Heh, pamiętam jak gooroo jakiś czas temu pytał co by tu jeszcze postawić na gentoo.pl żeby było popularniejsze. Ten pomysł pewnie mu się spodoba...  :Smile: 

----------

## AcidWeb

Ktoś ruszył temat? Czy pomysł zmarł...

----------

## yoshi314

ja moge ruszyc ale nie wiem do kogo mam sie zwrocic. :/

----------

## AcidWeb

 *yoshi314 wrote:*   

> ja moge ruszyc ale nie wiem do kogo mam sie zwrocic. :/

 

 *rane wrote:*   

> Pogadajcie z obsługą gentoo.pl, gaber i gooroo mają trochę komputerów na zbyciu i zapewne mogą wam sklikać takie coś jeśli będą mieli dobry humor i usłyszą rozsądne argumenty.

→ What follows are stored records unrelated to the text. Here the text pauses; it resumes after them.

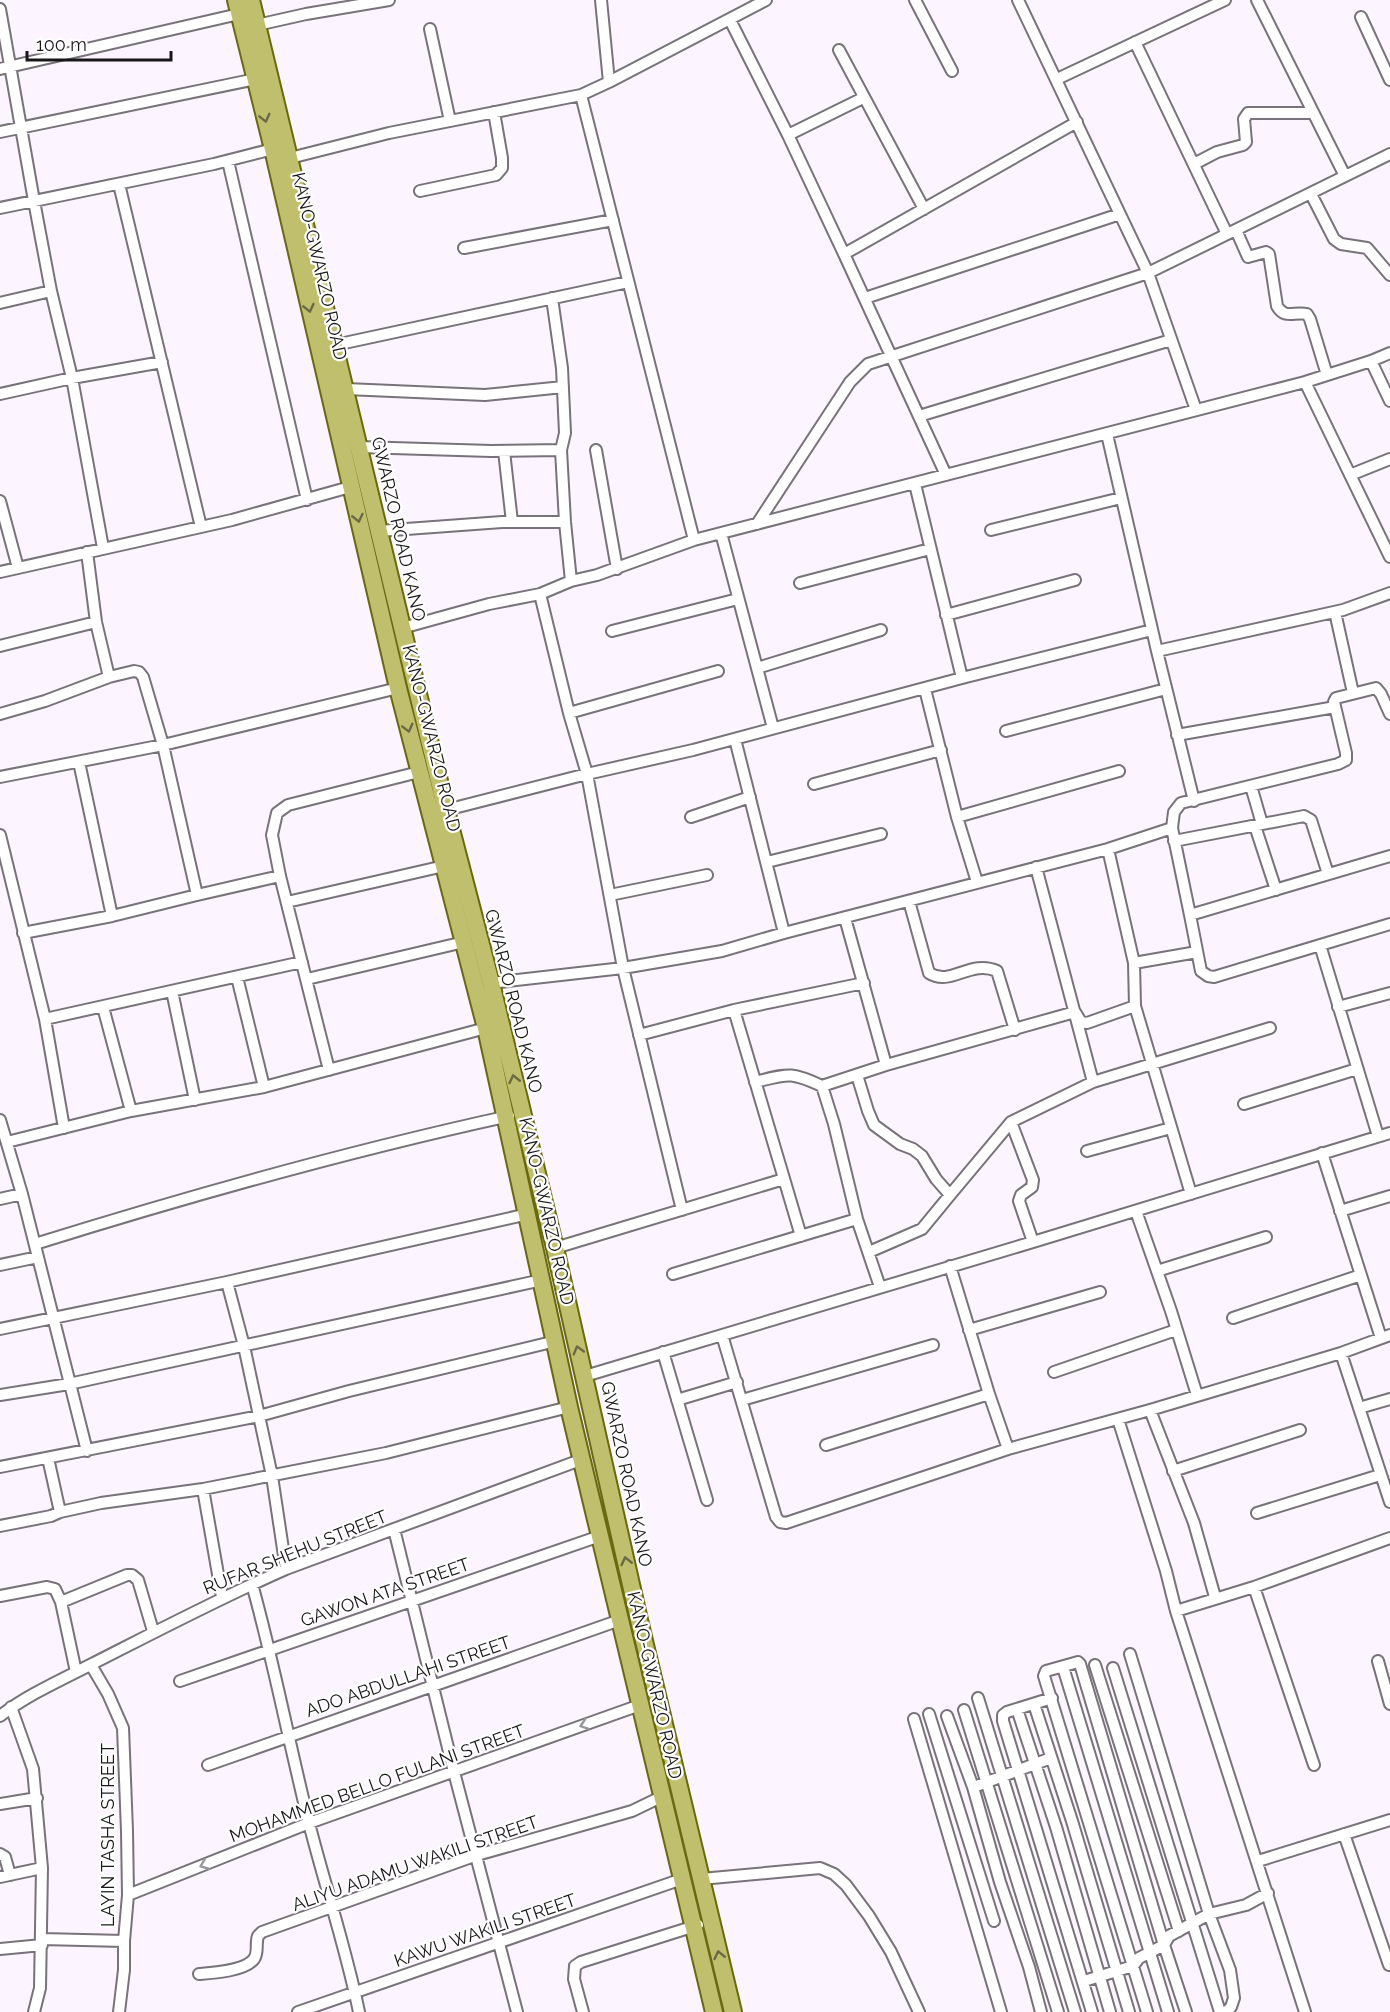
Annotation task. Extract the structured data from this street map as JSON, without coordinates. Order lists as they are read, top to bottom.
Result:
{
  "streets": {
    "main road": ["KANO-GWARZO ROAD", "GWARZO ROAD KANO"],
    "street": [
      "RUFAR SHEHU STREET",
      "GAWON ATA STREET",
      "ADO ABDULLAHI STREET",
      "MOHAMMED BELLO FULANI STREET",
      "LAYIN TASHA STREET",
      "ALIYU ADAMU WAKILI STREET",
      "KAWU WAKILI STREET"
    ]
  },
  "crossings": [
    ["KANO-GWARZO ROAD", "GWARZO ROAD KANO"],
    ["KANO-GWARZO ROAD", "RUFAR SHEHU STREET"],
    ["KANO-GWARZO ROAD", "GAWON ATA STREET"],
    ["KANO-GWARZO ROAD", "ADO ABDULLAHI STREET"],
    ["KANO-GWARZO ROAD", "MOHAMMED BELLO FULANI STREET"],
    ["KANO-GWARZO ROAD", "ALIYU ADAMU WAKILI STREET"],
    ["KANO-GWARZO ROAD", "KAWU WAKILI STREET"],
    ["RUFAR SHEHU STREET", "LAYIN TASHA STREET"],
    ["MOHAMMED BELLO FULANI STREET", "LAYIN TASHA STREET"]
  ],
  "one_way": ["GWARZO ROAD KANO", "MOHAMMED BELLO FULANI STREET"],
  "scale_bar": "100 m"
}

Ich poczta: @gentoo.pl.

 

----------

## yoshi314

mialem raczej na mysli kto sie bedzie opiekowac tym repozytorium? no ale napisze :]

sprobowac zawsze mozna

----------

## AcidWeb

 *yoshi314 wrote:*   

> mialem raczej na mysli kto sie bedzie opiekowac tym repozytorium? no ale napisze :]
> 
> sprobowac zawsze mozna

 

Noooo ja nieśmiale moge sie za to wziąść... Byle znalazla by sie 2 osoba zebt bylo razniej :]

----------

## yoshi314

nie wiem czy mail do nich dotarl, ale zaproponowalem zeby kazdy kto robi dobre (dzialajace) i wzglednie popularne ebuildy mial po prostu dostep ftp do swojej sekcji w nieficjalnym rsync. moze tak byloby najlepiej ?

no ale sam nie wiem. mam nadzieje ze mail dotarl.

----------

## AcidWeb

 *yoshi314 wrote:*   

> nie wiem czy mail do nich dotarl, ale zaproponowalem zeby kazdy kto robi dobre (dzialajace) i wzglednie popularne ebuildy mial po prostu dostep ftp do swojej sekcji w nieficjalnym rsync. moze tak byloby najlepiej ?
> 
> no ale sam nie wiem. mam nadzieje ze mail dotarl.

 

Według mnie to było by dobre gdyby było dużo ebuildów. 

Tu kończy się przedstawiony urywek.